Si los caminos hablaran más allá del lenguaje de cruces sembradas en sus veras. Si los caminos hablaran… no tendrían que valerse del aullido de los coyotes para darse a entender.
Esta leyenda de carretera es tan reciente que todavía se está escribiendo sobre las páginas de nuestra rica veta de historias populares. Sucedió apenas hace algunos años, en los caminos que llevan a las escarpadas montañas de nuestra enigmática Sierra Tarahumara.
Alguien que conozco bien me contó que circulaba por esos hermosos caminos rumbo a Hermosillo, Sonora, y en uno de los tramos más sinuosos, en donde las curvas parecen interminables roscas de muerte, ocurrió este hecho que es a la vez milagroso y terrorífico.
Daniel, que así llamaré a mi amigo para concederle el beneficio del anonimato, conducía con precaución sobre la carretera; la lluvia y la escasa visibilidad de esa fría tarde otoñal hacían prácticamente imposible ir a más de 60 kilómetros por hora, pero atrás de él, un vehículo familiar insistía en rebasarlo.
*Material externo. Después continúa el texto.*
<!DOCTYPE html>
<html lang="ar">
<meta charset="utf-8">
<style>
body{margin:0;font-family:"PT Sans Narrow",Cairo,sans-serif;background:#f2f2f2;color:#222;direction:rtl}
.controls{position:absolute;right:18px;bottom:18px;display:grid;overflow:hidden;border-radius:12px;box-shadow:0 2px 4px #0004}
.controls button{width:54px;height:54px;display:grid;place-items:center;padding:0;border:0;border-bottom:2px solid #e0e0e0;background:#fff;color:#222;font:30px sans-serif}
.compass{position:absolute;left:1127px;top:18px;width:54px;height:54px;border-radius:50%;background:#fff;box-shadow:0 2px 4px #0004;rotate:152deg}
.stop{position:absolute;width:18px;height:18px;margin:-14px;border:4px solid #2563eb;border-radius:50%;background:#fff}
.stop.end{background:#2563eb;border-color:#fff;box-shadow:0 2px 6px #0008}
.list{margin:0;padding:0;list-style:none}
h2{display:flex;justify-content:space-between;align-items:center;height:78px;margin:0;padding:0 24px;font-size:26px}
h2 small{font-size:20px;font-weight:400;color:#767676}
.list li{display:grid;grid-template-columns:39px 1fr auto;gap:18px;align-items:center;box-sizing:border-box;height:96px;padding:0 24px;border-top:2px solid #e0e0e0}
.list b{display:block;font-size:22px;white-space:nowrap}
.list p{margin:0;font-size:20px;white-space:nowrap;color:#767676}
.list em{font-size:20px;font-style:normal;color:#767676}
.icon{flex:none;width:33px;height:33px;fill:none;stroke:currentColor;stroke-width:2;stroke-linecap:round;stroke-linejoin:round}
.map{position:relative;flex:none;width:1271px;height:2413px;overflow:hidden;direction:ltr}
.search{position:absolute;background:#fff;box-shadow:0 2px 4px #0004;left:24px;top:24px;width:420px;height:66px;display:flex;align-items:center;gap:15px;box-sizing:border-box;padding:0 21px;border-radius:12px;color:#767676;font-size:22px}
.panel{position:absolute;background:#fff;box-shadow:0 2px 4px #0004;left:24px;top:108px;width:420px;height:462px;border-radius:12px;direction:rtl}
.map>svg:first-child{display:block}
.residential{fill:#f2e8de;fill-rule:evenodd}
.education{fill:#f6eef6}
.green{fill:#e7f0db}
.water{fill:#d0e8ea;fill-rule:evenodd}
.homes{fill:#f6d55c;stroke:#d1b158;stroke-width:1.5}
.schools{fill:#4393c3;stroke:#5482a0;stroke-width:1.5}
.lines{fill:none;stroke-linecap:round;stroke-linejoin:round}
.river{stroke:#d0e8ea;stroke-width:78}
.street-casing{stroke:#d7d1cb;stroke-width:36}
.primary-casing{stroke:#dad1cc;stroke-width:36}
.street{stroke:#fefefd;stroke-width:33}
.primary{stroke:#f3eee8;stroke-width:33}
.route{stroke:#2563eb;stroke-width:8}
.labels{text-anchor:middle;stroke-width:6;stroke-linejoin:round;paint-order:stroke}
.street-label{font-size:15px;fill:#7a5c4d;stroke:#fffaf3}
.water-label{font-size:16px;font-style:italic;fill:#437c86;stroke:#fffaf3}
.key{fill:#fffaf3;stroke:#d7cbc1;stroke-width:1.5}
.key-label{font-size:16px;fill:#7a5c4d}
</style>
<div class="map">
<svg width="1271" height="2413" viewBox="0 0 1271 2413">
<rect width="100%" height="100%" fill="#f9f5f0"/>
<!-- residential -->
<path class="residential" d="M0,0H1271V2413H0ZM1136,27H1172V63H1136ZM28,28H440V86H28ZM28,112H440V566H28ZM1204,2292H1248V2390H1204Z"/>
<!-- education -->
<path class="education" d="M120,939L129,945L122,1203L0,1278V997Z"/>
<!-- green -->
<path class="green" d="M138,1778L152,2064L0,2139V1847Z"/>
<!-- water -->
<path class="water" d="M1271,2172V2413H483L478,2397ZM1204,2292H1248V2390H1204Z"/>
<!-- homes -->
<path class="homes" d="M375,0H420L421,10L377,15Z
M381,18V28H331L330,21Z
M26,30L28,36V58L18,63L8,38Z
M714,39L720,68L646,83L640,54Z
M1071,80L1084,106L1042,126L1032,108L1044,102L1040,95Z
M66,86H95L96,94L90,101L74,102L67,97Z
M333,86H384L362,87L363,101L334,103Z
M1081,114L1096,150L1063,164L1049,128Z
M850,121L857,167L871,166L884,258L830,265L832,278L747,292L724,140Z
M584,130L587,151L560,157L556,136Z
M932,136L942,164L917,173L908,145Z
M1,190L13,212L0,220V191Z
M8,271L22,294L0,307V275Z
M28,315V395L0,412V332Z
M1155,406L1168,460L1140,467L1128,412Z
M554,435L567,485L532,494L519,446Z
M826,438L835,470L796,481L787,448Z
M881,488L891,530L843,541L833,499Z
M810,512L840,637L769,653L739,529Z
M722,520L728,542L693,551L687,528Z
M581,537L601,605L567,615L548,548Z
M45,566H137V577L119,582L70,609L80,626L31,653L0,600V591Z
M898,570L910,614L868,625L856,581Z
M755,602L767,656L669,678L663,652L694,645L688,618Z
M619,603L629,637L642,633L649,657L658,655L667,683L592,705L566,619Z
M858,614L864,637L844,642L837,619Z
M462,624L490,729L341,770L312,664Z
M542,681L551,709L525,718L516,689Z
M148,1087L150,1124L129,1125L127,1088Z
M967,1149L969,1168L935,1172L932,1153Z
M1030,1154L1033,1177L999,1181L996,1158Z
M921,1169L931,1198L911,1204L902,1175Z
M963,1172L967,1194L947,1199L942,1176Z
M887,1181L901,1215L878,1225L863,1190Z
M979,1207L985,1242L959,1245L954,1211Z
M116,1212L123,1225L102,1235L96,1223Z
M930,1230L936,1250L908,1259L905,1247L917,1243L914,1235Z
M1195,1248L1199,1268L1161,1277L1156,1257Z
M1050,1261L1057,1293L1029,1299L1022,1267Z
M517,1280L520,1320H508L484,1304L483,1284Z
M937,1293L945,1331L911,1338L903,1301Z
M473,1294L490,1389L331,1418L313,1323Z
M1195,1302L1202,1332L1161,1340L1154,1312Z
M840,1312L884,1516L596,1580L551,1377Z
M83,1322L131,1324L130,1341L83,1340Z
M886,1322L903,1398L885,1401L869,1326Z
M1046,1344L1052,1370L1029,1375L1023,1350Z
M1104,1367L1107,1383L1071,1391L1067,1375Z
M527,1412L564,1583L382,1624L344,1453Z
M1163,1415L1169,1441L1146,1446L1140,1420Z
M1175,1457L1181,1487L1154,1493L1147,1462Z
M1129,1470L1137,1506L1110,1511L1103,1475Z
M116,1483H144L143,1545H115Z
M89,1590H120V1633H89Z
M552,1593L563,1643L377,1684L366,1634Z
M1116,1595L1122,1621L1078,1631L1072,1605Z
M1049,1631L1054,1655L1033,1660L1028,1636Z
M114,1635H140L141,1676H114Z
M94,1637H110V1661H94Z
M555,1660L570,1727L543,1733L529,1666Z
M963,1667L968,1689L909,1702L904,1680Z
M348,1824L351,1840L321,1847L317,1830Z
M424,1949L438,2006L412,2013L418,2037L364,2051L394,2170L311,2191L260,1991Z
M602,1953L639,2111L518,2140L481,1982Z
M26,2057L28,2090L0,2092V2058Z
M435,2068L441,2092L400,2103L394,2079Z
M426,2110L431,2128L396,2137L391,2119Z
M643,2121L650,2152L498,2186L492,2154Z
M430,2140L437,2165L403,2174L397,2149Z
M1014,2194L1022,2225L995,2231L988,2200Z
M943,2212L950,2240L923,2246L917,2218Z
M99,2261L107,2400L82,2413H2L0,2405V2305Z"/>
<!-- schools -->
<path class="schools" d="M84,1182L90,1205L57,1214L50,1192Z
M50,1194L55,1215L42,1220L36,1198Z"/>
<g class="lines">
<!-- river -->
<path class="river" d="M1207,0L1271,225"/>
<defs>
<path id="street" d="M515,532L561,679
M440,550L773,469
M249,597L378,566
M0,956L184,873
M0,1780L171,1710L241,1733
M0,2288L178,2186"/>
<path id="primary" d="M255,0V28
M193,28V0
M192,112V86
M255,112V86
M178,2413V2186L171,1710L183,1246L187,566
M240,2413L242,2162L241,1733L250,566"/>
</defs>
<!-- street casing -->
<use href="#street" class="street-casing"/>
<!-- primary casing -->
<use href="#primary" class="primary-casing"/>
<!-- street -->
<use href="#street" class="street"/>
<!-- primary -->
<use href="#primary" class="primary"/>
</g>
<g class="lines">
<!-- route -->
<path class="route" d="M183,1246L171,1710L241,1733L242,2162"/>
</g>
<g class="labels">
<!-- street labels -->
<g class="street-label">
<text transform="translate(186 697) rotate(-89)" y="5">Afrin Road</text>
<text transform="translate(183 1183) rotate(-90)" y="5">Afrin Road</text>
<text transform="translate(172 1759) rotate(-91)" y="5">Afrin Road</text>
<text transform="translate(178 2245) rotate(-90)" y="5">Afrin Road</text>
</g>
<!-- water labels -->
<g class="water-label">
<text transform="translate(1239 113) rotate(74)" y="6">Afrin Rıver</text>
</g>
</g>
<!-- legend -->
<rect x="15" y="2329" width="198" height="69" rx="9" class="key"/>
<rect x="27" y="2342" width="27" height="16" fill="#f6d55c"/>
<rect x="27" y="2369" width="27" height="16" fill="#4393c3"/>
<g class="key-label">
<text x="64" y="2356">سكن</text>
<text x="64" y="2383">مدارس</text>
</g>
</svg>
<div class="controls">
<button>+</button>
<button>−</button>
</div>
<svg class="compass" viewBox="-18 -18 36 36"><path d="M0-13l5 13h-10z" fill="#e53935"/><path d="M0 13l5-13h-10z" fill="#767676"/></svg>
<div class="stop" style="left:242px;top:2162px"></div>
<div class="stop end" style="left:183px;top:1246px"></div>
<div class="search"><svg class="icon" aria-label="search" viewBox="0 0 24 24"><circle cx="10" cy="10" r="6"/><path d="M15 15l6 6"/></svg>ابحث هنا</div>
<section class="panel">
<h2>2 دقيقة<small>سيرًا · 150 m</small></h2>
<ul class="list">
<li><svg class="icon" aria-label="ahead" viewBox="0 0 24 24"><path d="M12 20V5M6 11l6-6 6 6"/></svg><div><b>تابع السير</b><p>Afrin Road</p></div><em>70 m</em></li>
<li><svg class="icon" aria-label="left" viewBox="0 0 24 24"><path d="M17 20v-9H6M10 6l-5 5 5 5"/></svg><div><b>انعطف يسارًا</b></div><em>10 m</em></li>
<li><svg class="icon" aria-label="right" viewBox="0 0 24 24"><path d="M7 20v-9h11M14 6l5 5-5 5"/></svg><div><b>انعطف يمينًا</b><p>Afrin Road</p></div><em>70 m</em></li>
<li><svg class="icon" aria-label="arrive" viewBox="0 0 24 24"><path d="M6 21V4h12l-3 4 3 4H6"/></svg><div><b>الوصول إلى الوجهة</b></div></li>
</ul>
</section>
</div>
El vehículo que perseguía a mi amigo intensificaba las luces y hacía sonar el claxon para llamar su atención. Daniel bajó la velocidad para facilitarle al impaciente automovilista el rebase. Una vez efectuada la maniobra, solo alcanzó a ver que el vehículo familiar se perdía a lo lejos a gran velocidad.
La tarde caía lenta, como la lluvia que cesó de a poco conforme avanzaban los minutos. Los pensamientos de Daniel solo eran interrumpidos por su esposa, que de cuando en cuando lo alertaba con una caricia en el hombro para evitar que el cansancio lo venciera.
Entre cavilaciones y breves pausas para platicar con su pareja recorrieron unos kilómetros más y ya casi olvidaban el incidente con el conductor ansioso que los rebasó con premura, cuando de un extremo de la carretera, saltó una mujer que parecía herida y que les hacía señas para que se detuvieran.
Daniel aminoró la marcha y frenó junto a la mujer que, con rostro angustiado, trataba de explicar algo con urgencia.
– ¡Por Dios, ayúdenos! ¡Caímos al barranco y parece que mi esposo está muerto! Pero mi bebé está abajo también y está vivo. ¡Salven a mi bebé, por piedad, sálvenlo! –dijo la desesperada mujer.
Daniel corrió hacia el barranco, no sin antes indicarle a su esposa que atendiera a la mujer herida.
Al llegar al lugar donde quedó el automóvil se percató de que se trataba del vehículo familiar que hacía algún tiempo le había rebasado con mucha insistencia. Sobre el asiento trasero creyó ver a un niño recién nacido que parecía haber aumentado el volumen de su llanto cuando Daniel se acercó abriéndose paso entre los fierros retorcidos.
La tarde pardeaba y el fin de la llovizna había dado paso a rayos amarillos que hacían más evidente y dramática la escena en la que el conductor y alguien más yacían inertes, claramente muertos, atados a una maraña de vidrios, metales y sangre.
En la prisa por salvar a la criatura, Daniel no reparó en la segunda víctima prensada en el área del copiloto. Subió a duras penas el barranco, sus piernas se debilitaban pero su corazón lo forzaba a seguir, a salvar cuando menos al niño a quien seguramente ya esperaba la angustiada su madre.
– ¡Aquí está el bebé, tómalo! –dijo el hombre a su esposa–. Oye, ¿y la madre, dónde está?
– Se fue tras de ti.
– ¿Cómo? ¡No es posible!
Daniel bajó el barranco para tratar de encontrar a la mujer que podría estar malherida. Sobre el volante del vehículo observó de nuevo la imagen terrible del hombre, con los ojos saliendo de sus órbitas, como lamentando algo. Sobre el asiento contrario, atada aún a su cinturón de seguridad y prensada por el tablero del vehículo, estaba la mujer que hacía algunos minutos había visto en la carretera implorando ayuda.
De pronto, Daniel sintió un mareo, y al mareo le siguió un terror inmenso que lo llevó a subir en segundos el barranco que con tanto esfuerzo trepó la primera ocasión. Llegó hasta el vehículo en donde su esposa y el bebé esperaban. Se desplomó antes de abrir la puerta y se llevó las manos al pecho, víctima de un infarto.
A la llegada de los rescatistas, un comentario de rutina envolvió ese ambiente de muerte: “sería difícil sacar completo el cadáver de la mujer, que había quedado prensado en el vehículo”.